Warming

On Global Warming, from the Sunday’s nytimes:

Beyond the specific points of factual dispute, Dyson has said that it all boils down to “a deeper disagreement about values” between those who think “nature knows best” and that “any gross human disruption of the natural environment is evil,” and “humanists,” like himself, who contend that protecting the existing biosphere is not as important as fighting more repugnant evils like war, poverty and unemployment…

Dyson has always been strongly opposed to the idea that there is any such thing as an optimal ecosystem — “life is always changing” — and he abhors the notion that men and women are something apart from nature, that “we must apologize for being human.” Humans, he says, have a duty to restructure nature for their survival…

That said, Dyson sees coal as the interim kindling of progress. In “roughly 50 years,” he predicts, solar energy will become cheap and abundant, and “there are many good reasons for preferring it to coal.”

I’m sure Ed could rock the weird logical error that we can either worry about global warming or worry about poverty and unemployment but not both. But I worry about global warming for two simple reasons that have nothing to do with the philosophy of Man and Nature, and that aren’t assuaged away by the promise of the always forthcoming technological utopia. I think those issues can be interesting, since I think when God told Man that he had dominion over the Earth he meant it as like a shepherd over his flock instead of a conqueror over his enemies. But when I put on my harshest neoliberal glasses, and see Nature as nothing other than materials to be consumed, I still have two worries:

1) Externalities When I drive my SUV to the McDonalds to purchase many large cheeseburgers, the costs from global warming primarily fall on two groups of people – Africans, and your grandchildren. They aren’t borne by me. To the extent that they are, they fall more on everyone else, since there are way more of you, and your grandchildren, than there are of me and mine.
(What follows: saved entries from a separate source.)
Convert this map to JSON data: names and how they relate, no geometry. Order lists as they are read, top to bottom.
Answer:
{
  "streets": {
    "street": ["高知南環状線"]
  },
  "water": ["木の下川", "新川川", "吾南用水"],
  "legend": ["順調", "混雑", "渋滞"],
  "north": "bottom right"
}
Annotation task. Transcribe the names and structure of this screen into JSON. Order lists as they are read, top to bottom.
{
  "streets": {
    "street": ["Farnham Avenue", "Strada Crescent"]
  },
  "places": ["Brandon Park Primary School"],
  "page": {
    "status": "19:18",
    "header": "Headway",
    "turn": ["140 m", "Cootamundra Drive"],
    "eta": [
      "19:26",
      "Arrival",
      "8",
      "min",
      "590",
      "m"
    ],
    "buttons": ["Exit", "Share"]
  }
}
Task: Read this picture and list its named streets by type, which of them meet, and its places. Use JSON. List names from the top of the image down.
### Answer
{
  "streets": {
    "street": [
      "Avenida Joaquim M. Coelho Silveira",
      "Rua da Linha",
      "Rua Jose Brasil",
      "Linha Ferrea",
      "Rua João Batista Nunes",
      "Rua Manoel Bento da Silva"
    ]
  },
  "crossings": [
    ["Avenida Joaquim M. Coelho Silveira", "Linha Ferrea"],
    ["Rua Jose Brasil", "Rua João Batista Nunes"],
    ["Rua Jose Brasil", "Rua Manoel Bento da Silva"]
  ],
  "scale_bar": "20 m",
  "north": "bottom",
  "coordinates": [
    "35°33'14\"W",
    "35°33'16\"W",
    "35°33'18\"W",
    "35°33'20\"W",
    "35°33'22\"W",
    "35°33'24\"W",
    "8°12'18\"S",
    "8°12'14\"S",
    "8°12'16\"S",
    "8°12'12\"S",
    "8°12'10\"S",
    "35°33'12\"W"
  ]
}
There is a free-rider problem that worries me about the production of carbon more generally and the creation and use of energy saving technologies. I see no reason to assume solar energy will be cheap; and if it is just a little more expensive than coal, since the hidden costs of carbon are borne by everyone else (and not priced at all), people will prefer to use the cheaper one.

I used to drive a Prius, and I always wondered if I was making the environment worse. Picture someone else – he’s worried about the environment, and wants to get an additional 5mpg to his car. However he sees someone drive by with a energy-efficient car, and thinks “well, he’s got my 5mpg. He’s probably got 10mpg more than normal. Perhaps I should go and get 5mpg less, since that driver has my moral obligations covered.” Now picture 100 people doing that mental calculation. That’s the free-rider problem, and I could easily see it with any future wonder energy source.

My old car!  I miss it.

My old car! I miss it.

2) Tail Risk The worry about tail risks and tipping points is a very complicated one. But here’s an interesting question – do you ever think we over-estimate it? Consider that we are coming directly from an era where the smartest physics minds concluded that giving $600,000 mortgages to NINJA crack addicts might cause some problems here or there, but that the tail risk of the whole thing spinning out of control was negligible. How much do we just want to assume that the environment tipping over into a new worse equilibrium is a just something to shrug at?

I have to think a lot about tail risk at my job, and what worries me the most are those cross-interactions that kick in once the ball gets rolling. Those interactions usually either push one back to where they started, or speed one into the spiral faster. What I notice is the same thing that I noticed as the subprime, credit and greater economy collapsed – when people come back to change their original estimates, they are always worse, and worse in a way that indicates a spiraling condition.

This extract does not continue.